── Data shown

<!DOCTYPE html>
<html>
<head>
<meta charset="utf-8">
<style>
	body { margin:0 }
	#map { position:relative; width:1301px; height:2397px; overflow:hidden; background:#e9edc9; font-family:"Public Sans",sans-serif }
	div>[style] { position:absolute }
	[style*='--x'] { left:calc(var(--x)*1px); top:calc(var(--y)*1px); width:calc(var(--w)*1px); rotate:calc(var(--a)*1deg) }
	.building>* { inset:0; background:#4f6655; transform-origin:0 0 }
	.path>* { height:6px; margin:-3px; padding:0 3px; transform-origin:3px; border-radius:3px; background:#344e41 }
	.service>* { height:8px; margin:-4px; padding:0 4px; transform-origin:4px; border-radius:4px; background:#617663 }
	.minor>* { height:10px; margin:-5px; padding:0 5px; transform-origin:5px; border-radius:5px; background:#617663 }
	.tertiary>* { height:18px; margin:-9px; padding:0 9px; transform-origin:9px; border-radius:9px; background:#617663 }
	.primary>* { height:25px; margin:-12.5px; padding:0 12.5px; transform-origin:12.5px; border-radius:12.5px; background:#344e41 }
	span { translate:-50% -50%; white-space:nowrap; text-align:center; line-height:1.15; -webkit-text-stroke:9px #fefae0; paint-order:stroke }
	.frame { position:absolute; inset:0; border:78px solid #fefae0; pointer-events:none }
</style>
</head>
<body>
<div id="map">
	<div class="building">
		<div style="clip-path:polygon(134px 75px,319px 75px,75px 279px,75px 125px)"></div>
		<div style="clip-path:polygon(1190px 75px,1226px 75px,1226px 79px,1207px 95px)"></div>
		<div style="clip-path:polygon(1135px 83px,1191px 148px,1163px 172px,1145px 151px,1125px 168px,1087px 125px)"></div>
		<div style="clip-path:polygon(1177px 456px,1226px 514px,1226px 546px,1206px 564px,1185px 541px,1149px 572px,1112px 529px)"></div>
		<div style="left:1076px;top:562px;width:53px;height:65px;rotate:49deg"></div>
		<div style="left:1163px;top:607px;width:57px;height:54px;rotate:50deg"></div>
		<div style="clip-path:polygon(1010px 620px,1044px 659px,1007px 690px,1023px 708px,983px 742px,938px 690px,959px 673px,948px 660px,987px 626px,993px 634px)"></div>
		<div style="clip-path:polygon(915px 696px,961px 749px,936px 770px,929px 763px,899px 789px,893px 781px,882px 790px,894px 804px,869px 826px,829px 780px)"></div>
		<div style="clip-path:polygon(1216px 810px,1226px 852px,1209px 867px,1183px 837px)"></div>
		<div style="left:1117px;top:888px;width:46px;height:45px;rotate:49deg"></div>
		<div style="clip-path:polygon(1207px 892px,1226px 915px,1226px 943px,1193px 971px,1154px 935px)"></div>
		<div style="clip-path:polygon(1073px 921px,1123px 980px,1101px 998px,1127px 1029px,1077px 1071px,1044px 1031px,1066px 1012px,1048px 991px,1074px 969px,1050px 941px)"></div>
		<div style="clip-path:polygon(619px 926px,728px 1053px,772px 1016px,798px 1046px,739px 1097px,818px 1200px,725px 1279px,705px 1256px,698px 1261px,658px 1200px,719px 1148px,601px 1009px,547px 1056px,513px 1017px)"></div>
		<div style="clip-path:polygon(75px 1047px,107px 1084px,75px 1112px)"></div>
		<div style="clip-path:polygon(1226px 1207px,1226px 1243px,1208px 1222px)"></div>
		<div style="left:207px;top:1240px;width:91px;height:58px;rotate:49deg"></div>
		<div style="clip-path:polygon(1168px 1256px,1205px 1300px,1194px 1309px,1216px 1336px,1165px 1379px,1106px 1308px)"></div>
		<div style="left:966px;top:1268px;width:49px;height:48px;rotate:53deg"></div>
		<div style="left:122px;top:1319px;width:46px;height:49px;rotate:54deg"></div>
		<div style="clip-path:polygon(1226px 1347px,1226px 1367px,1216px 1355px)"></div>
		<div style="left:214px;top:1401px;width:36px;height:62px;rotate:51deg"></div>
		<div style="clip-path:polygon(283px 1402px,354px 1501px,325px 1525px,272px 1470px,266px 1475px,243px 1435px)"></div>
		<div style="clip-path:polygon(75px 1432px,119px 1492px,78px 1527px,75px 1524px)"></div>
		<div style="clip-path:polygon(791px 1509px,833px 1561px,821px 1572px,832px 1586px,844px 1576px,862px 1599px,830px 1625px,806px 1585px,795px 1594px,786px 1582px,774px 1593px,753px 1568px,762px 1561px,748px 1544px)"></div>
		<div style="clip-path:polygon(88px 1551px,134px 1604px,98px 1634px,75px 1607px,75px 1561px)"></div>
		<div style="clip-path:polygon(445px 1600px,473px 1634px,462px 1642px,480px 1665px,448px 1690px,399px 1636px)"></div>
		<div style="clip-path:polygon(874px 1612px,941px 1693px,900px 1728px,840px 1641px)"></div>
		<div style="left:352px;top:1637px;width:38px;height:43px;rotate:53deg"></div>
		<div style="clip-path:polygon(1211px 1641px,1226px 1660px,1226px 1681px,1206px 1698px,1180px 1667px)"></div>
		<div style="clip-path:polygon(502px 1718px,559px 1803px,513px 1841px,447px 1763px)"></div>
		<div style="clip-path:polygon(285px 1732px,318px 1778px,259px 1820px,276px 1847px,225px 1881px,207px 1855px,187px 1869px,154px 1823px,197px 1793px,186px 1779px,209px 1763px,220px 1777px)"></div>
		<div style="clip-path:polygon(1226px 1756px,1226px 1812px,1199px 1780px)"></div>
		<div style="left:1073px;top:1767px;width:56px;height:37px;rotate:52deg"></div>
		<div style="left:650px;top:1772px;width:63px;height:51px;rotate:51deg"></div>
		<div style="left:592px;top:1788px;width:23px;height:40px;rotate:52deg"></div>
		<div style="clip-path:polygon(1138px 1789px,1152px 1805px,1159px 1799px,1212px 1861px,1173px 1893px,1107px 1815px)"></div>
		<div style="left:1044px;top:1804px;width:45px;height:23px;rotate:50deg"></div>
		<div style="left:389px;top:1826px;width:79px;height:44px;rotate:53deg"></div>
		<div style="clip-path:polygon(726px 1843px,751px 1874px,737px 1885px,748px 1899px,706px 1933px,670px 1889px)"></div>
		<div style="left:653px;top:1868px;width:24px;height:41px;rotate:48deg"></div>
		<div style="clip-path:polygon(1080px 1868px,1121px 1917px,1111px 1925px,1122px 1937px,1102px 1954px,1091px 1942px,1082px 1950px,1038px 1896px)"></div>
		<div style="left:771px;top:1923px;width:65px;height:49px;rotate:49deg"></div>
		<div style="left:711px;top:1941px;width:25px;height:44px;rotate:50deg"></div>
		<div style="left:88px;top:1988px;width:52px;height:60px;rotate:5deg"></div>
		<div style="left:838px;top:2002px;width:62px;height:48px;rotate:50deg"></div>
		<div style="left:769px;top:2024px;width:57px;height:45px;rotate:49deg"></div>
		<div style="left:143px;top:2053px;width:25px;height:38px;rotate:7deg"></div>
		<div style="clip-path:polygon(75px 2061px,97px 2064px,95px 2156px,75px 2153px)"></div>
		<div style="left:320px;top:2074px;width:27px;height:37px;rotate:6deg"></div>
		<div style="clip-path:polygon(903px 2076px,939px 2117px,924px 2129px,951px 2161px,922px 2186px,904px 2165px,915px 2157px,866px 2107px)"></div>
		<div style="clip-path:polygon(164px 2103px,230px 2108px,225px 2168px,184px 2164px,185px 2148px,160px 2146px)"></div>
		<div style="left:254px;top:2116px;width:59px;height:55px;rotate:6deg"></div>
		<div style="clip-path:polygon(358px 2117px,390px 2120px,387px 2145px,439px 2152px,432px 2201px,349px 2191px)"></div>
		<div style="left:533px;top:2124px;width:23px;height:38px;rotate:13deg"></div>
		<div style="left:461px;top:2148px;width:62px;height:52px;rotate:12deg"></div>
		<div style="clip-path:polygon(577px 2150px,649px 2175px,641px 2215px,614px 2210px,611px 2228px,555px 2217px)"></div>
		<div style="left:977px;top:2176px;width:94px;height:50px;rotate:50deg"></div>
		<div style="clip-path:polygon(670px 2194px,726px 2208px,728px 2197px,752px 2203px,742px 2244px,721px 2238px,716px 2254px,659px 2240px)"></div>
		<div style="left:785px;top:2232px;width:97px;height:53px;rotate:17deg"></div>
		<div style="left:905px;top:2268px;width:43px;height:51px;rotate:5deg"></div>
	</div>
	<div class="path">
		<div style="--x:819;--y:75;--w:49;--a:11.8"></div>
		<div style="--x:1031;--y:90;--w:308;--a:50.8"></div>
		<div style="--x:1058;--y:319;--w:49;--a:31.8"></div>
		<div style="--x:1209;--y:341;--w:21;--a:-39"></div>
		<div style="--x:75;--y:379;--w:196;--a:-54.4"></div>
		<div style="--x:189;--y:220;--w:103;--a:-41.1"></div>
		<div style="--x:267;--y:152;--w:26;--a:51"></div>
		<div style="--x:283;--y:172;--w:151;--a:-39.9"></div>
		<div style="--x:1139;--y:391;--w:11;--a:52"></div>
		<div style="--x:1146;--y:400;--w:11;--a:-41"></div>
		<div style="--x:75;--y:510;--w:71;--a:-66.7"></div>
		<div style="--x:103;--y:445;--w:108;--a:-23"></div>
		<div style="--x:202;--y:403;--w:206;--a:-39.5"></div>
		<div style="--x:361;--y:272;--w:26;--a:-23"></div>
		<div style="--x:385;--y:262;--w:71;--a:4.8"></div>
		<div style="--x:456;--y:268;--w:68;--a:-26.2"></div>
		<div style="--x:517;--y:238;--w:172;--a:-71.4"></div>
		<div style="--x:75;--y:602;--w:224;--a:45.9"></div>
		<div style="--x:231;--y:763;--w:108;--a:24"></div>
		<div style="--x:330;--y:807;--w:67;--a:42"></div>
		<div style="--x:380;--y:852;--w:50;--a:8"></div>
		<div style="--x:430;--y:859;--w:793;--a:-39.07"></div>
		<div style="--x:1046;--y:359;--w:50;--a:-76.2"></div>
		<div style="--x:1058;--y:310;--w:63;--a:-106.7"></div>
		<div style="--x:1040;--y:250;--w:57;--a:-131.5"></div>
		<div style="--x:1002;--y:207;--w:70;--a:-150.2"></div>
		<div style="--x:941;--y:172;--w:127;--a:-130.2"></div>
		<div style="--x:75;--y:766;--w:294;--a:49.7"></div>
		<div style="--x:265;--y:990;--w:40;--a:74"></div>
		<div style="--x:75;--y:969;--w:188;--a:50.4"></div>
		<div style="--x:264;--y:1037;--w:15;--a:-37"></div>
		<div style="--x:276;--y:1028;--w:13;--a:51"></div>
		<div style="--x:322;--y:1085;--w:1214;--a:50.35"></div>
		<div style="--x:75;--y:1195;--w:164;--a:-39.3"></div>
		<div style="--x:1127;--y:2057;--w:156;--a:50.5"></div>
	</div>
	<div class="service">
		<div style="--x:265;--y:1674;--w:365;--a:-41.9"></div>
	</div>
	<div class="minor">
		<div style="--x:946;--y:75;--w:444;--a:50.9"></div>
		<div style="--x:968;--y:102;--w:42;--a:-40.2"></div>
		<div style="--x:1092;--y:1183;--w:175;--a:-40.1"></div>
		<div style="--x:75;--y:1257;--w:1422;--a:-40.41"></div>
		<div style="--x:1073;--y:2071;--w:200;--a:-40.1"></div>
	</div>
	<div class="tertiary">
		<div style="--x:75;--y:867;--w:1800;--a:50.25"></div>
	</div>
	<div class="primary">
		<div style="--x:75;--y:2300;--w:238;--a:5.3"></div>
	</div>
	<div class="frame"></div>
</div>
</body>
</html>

────

Task statement
All lines from the top of the data through the line containing "height:6px; margin:-3px; padding:0" need to be retyped exactly, and nothing more.

Solution to this exercise
<!DOCTYPE html>
<html>
<head>
<meta charset="utf-8">
<style>
	body { margin:0 }
	#map { position:relative; width:1301px; height:2397px; overflow:hidden; background:#e9edc9; font-family:"Public Sans",sans-serif }
	div>[style] { position:absolute }
	[style*='--x'] { left:calc(var(--x)*1px); top:calc(var(--y)*1px); width:calc(var(--w)*1px); rotate:calc(var(--a)*1deg) }
	.building>* { inset:0; background:#4f6655; transform-origin:0 0 }
	.path>* { height:6px; margin:-3px; padding:0 3px; transform-origin:3px; border-radius:3px; background:#344e41 }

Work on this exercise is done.